Primeiro foi à Europa, onde se entupiu de vinho, museus e perfumes. Depois, à África negra, quando as savanas e as hienas pareciam jardins e bichinhos de estimação. Achou chato. Partiu logo depois para a Oceania, aportou em Hong Kong,
deslumbrou-se com os néons de Tóquio, foi direto para Nova York, onde encheu sacolas e o saco de tanto passar cartão de crédito.
Cansou.
Preferiu sensações mais intimistas. Como por exemplo, a felicidade secreta de ser reconhecida, rica, famosa, respeitada. Experimentou também o aconchego de uma família amorosa, com a completude de um raro marido, filhos, empregada de forno e fogão,faxineira, passadeira, carro do ano na garagem e cachorro que não faz cocô no tapete. Dos filhos, deu pra ver bem as suas caras. Eram lindos, sadios e inteligentes. Os primeiros já eram adultos formados pela vida e pela melhor das universidades. A caçulinha, uma coisa linda e espevitada, olhos azuis e pele dourada preferiu outras trilhas: foi finalista no Big Brother e acabou posando nua na Playboy. Que se danem os vizinhos. Naqueles instantes intermináveis e vertiginosos,
Maria Neuza era senhora absoluta das suas opiniões, caprichos e desejos,e em nome deles mergulhou mais ainda.
Comeu pato assado com carambola, strogonoff de salsichão,bebeu vinho branco com picanha, cuspiu arroz trufado e pediu doce de abóbora de sobremesa.Mostrou a língua pro maitre metido a besta e arrotou.
Gostosos momentos.
Resolveu variar os sabores. Da mesa do restaurante granfino, saiu à cata dos meninos que não namorou nos tempos da escola e, mesmo podendo encontrar todos, preferiu um só, exatamente aquele de quem nunca tinha recebido ao menos um picolé.
E foi fundo. Urrou de gozar por todos os poros.
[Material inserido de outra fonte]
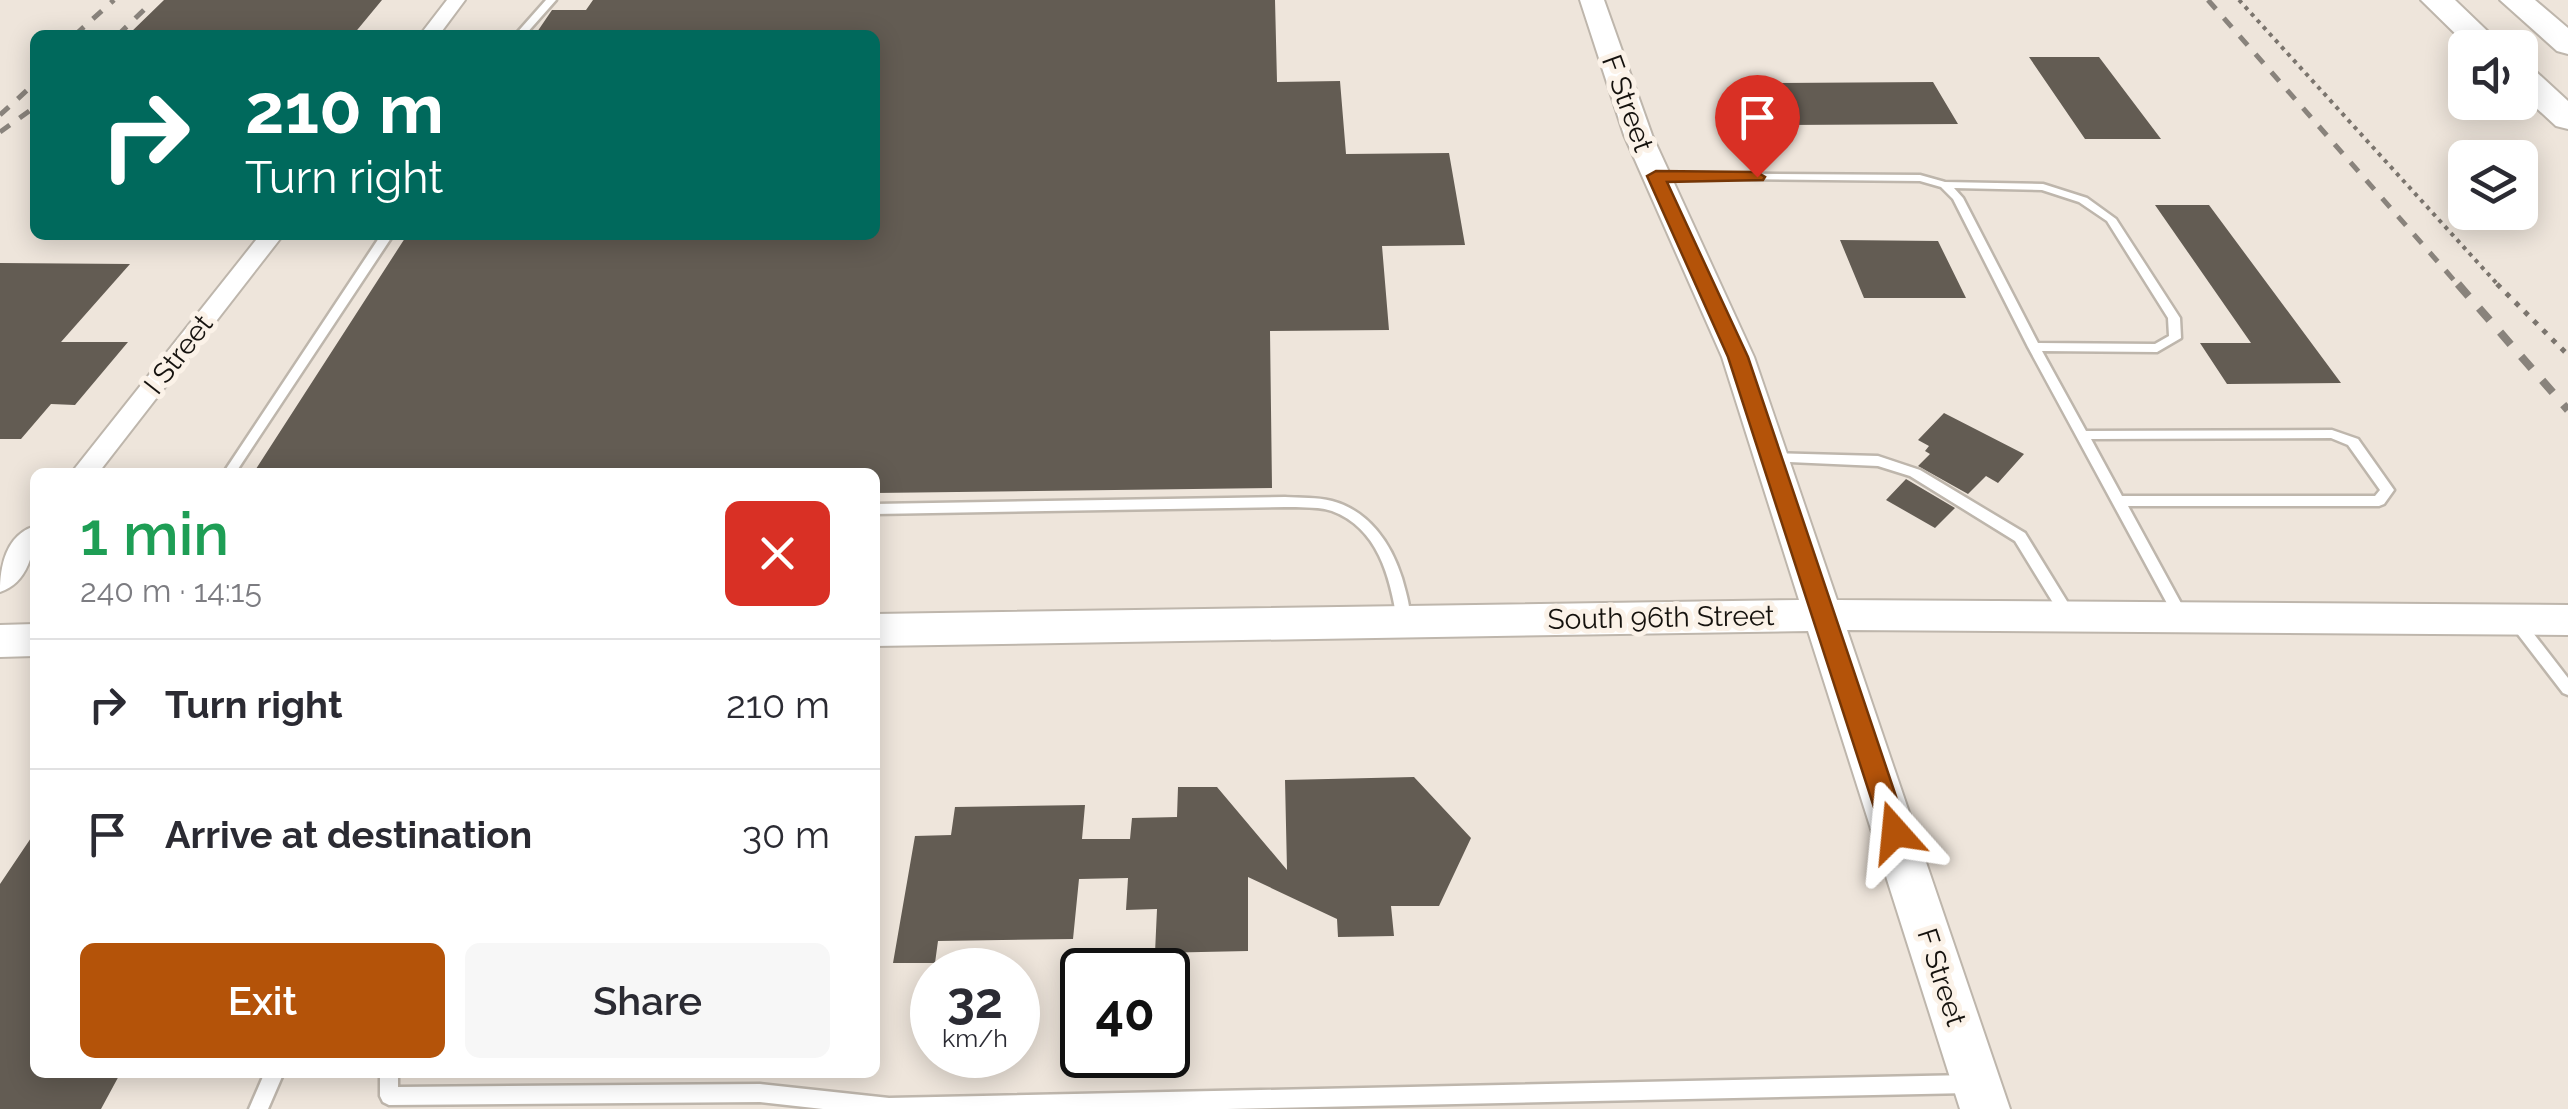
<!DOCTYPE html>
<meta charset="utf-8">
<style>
:root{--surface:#fff;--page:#f7f7f7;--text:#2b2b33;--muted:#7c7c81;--line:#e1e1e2;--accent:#b45309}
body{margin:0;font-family:Raleway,sans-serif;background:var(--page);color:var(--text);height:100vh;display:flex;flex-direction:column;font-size:38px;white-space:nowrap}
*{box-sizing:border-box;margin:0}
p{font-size:32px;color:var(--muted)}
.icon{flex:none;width:55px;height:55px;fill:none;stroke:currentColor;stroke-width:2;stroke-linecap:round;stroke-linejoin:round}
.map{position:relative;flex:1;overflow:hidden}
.panel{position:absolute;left:30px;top:468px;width:850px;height:610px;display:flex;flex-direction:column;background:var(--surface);border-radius:15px;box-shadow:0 5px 25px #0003}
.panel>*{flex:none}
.banner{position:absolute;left:30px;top:30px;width:850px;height:210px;border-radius:15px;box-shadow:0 5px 25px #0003;background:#00695c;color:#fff;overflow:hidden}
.controls{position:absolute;left:2448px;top:30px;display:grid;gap:20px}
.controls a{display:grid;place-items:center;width:90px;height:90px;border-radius:15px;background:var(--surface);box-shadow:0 5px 25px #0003;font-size:50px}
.speed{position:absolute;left:910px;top:948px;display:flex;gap:20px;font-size:50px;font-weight:700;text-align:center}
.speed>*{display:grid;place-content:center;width:130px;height:130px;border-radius:50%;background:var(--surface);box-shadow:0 5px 25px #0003;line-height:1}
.speed small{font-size:25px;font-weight:400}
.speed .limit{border:5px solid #111;border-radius:15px;background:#fff;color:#111}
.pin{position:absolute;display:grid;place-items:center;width:85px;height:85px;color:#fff;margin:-102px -42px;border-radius:50% 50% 50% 0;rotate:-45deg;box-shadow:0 0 10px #0007}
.pin .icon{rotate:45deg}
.me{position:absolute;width:110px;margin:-55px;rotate:342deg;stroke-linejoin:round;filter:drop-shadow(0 0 8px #0008)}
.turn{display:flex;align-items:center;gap:35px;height:210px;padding:0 50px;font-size:45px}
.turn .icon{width:130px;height:130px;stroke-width:2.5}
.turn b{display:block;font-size:70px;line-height:85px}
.round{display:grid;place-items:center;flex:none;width:105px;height:105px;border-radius:15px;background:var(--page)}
.headline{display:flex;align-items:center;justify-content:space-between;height:170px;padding:0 50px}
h1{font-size:60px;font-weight:600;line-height:75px;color:#1e9e55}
.action{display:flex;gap:20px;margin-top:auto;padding:20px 50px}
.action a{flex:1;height:115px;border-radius:15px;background:var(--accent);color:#fff;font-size:40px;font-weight:600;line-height:115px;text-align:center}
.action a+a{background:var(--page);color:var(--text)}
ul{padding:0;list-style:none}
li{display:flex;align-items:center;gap:30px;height:130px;padding:0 50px;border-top:2px solid var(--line)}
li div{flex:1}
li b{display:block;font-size:38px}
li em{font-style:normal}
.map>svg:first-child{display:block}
.building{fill:#635c53}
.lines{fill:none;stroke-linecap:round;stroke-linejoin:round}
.lane-casing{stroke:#beb6ac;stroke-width:5}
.street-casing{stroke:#beb6ac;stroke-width:4}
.secondary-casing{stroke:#beb6ac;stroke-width:4}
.highway-casing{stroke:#beb6ac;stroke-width:4}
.path-far1{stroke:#7b756e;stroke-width:4;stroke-dasharray:4 5;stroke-linecap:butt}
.path{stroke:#7b756e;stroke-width:5;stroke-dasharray:5 8;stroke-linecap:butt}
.lane{fill:#fff;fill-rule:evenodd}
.street{fill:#fff;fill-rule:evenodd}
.secondary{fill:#fff;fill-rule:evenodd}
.highway{fill:#fff;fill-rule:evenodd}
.rail-far1{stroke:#89837c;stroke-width:5;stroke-dasharray:12 12;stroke-linecap:butt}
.rail{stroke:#89837c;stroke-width:8;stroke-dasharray:16 16;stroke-linecap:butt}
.route{fill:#b45309;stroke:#753606;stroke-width:2.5}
.labels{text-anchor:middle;stroke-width:10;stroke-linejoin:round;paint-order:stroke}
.street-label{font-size:28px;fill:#15120e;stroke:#fbf2e8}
</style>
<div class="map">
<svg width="2568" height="1109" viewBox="0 0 2568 1109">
<rect width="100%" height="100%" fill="#eee5db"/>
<path class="building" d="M164 0H382L353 35H128Z
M593 0H1275L1277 82 1340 81 1346 154 1449 153 1465 245 1382 246 1389 330 1270 331 1272 488 875 493V472H254L407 235H875V35H535L552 10H586Z
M2029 57H2099L2161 139H2085Z
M1933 82 1958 124 1785 125 1789 133H1755L1743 103H1775L1766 83Z
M2155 205H2209L2341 383 2227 384 2200 343H2251Z
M1840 240 1938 241 1966 298H1864Z
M0 263 130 264 61 342H128L75 405 51 404 21 439H0Z
M1944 413 2024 454 1998 483 1986 476 1968 494 1918 466 1930 454 1925 451 1929 446 1918 440Z
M1906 479 1955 508 1935 528 1886 500Z
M1414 777 1471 838 1439 906H1391L1394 936 1338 937 1337 919 1248 877V951L1155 953 1157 909 1126 910 1128 878 1079 879 1073 939 938 941 935 963H893L915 836 951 835 955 807 1085 805 1082 839H1130L1132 818 1177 817 1178 787H1217L1287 870 1285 780Z
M35 832V1072H121L101 1109H0V884Z"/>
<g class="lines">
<defs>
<path id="lane" d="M546 0H556L525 35H515Z
M1657 173 1920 175 1945 182 2043 184 2087 198 2116 219 2180 318 2181 338 2157 352 2042 351 2086 431 2332 430 2358 439 2394 490 2384 504 2379 506H2128L2188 616 2186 620H2176L2028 347 1953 199 1941 187 1920 181 1653 178V174ZM1954 188 2042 190 2079 202 2107 221 2168 318 2169 336 2155 344 2038 343 1963 198ZM2331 438 2348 445 2380 490 2375 496H2122L2091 439Z
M381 235H393L236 472H224Z
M1773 453 1878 456 1920 470 2025 533 2073 611 2075 615 2073 619H2063L2015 541 1910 476 1878 466 1768 461 1767 458 1768 455Z
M1285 497C1300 498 1317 497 1332 501 1369 511 1391 543 1402 578 1406 593 1412 610 1409 624H1399L1397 620C1390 577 1378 528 1332 511 1317 506 1300 508 1285 507L875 514V504Z
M2515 614 2520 616 2568 678V695L2563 693 2510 624 2508 620 2510 616Z
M265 1072H284L268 1109H249Z
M380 1072H398V1087L760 1084 889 1098 1969 1075 1975 1078 1978 1084 1975 1090 1969 1093 1227 1109H823L760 1102 389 1105 383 1102 380 1096Z"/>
<path id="street" d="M447 0H465L439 35H420Z
M260 235H283L99 472H72Z
M35 526C35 551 28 583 0 592 0 566 6 535 35 526Z"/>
<path id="secondary" d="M1580 0H1604L1652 135 1754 357 1837 600 2568 605V635L1847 630 2010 1109H1960L1808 631 875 646V614L1799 600 1722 357 1624 135Z
M35 624V656L0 657V625Z"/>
<path id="highway" d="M2421 0H2455L2505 48H2470Z
M2500 0H2535L2568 28V54L2557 51Z
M2520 65 2532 68 2568 101V129L2556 126 2520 93Z"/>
</defs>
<use href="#lane" class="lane-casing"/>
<use href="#street" class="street-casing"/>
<use href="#secondary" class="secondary-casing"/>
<use href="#highway" class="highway-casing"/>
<path class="path-far1" d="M2239 0 2500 287"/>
<path class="path" d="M2497 284 2568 355"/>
<use href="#lane" class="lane"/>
<use href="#street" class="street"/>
<use href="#secondary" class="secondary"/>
<use href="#highway" class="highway"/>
<path class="rail-far1" d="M2208 0 2460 287
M75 35 114 0
M118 35 150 4
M0 115 35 83
M0 132 35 107"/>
<path class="rail" d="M2458 284 2568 410"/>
</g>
<path class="route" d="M1757 172 1765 177 1763 180 1667 182 1748 357 1908 832 1904 840 1895 844 1886 840 1882 832 1728 357 1647 176 1656 171Z"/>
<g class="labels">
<g class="street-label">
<text transform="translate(1628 103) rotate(70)" y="10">F Street</text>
<text transform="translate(178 354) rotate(-52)" y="10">I Street</text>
<text transform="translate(1661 617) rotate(-1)" y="10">South 96th Street</text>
<text transform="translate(1942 977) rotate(72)" y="10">F Street</text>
</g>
</g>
</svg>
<div class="controls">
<a><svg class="icon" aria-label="sound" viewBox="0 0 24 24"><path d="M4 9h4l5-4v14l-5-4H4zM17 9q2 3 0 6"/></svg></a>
<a><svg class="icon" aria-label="layers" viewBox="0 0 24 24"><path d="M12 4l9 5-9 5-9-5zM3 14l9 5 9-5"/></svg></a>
</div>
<div class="speed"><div>32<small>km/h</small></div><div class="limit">40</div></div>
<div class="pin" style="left:1757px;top:177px;background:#d93025"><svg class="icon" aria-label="arrive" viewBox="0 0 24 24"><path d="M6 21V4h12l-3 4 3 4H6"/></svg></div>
<svg class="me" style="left:1895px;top:832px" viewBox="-20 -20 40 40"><path d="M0-17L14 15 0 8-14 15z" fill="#b45309" stroke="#fff" stroke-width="4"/></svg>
<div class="banner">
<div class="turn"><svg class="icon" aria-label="right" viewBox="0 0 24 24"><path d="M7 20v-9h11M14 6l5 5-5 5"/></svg><div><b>210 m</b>Turn right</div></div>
</div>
<section class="panel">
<div class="headline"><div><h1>1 min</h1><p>240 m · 14:15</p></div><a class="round" style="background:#d93025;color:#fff"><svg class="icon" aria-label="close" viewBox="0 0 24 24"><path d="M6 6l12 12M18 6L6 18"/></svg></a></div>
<ul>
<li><svg class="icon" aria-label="right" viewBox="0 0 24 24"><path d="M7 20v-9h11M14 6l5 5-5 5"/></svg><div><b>Turn right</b></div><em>210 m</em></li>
<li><svg class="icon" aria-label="arrive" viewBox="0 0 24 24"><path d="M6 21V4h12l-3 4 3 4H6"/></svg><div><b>Arrive at destination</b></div><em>30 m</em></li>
</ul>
<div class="action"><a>Exit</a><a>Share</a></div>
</section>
</div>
Revisitou seus âmagos o mais que pode, tantas vezes quis.
Enjoou do rapaz, asco súbito. Pegou outro, mais outro e mais outro, tantos que enfileiravam-se aos seus pés. Recebeu flores de cada um deles, a cada dia seguinte. Experimentou o Kama Sutra em praias, poltronas de primeira classe de avião,últimas filas de cinemas, caçambas de roda gigante, bancos de fusquinha. E ainda inventou novas formas de amar e ser amada.
Quando se sentiu realizada e feliz, fez uma força imensa para abrir os olhos,
enfrentando o vento que castigava as bochechas, lhe comprimia os peitos, e eternizava um sorriso sincero e restaurador. Precisava espiar só um pouquinho o que de fato e de real se passava em sua volta.
Dos sonhos, restavam apenas alguns centímetros.
Nem teve tempo de sentir saudade.
Foi puxada subitamente para cima pelo feixe de elásticos e nylon, preso aos pés e à cintura. E como um iô-iô perdendo a sua força, lembrou que tinha esquecido a panela de feijão no fogo.
Talvez queimasse o almoço.
Talvez apanhasse do marido.

Share


José Guilherme Vereza
Carioca, botafoguense, pai de 4 filhos. Redator, publicitário, professor, roteirista, escritor, diretor de criação. Mais de mil comercias para TV e cinema. Uma peça de teatro: “Uma carta de adeus”. Um conto premiado: “Relações Postais”. Um livro publicado “30 segundos – Contos Expressos”. Mais de 3 anos na Samizdat. Sempre à espreita da vida, consigo modesta e pretensiosamente transformar em ficção tudo que vejo. Ou acho que vejo. Ou que gostaria de ver. Ou que imagino que vejo. Ou que nem vejo. Passou pelos meus radares, conto, distorço, maldigo, faço e aconteço. Palavras são para isso. Para se fingir viver de tudo e de verdade.
todo dia 20


4 comentários:

Muito bom!
Eu imaginva um desfecho pior tipo do elástico arrebentando e ela morrendo... Mas foi melhor.. surpreendeu! Um megulho no desejos de uma dona decasa.
Parabéns!!

é em cheio destes contos que eu deliro: imaginação em dose dupla e desatino de cabeça, para além de uma escrita exímia para contar a coisa e aquele piquinho de cinismo e graça...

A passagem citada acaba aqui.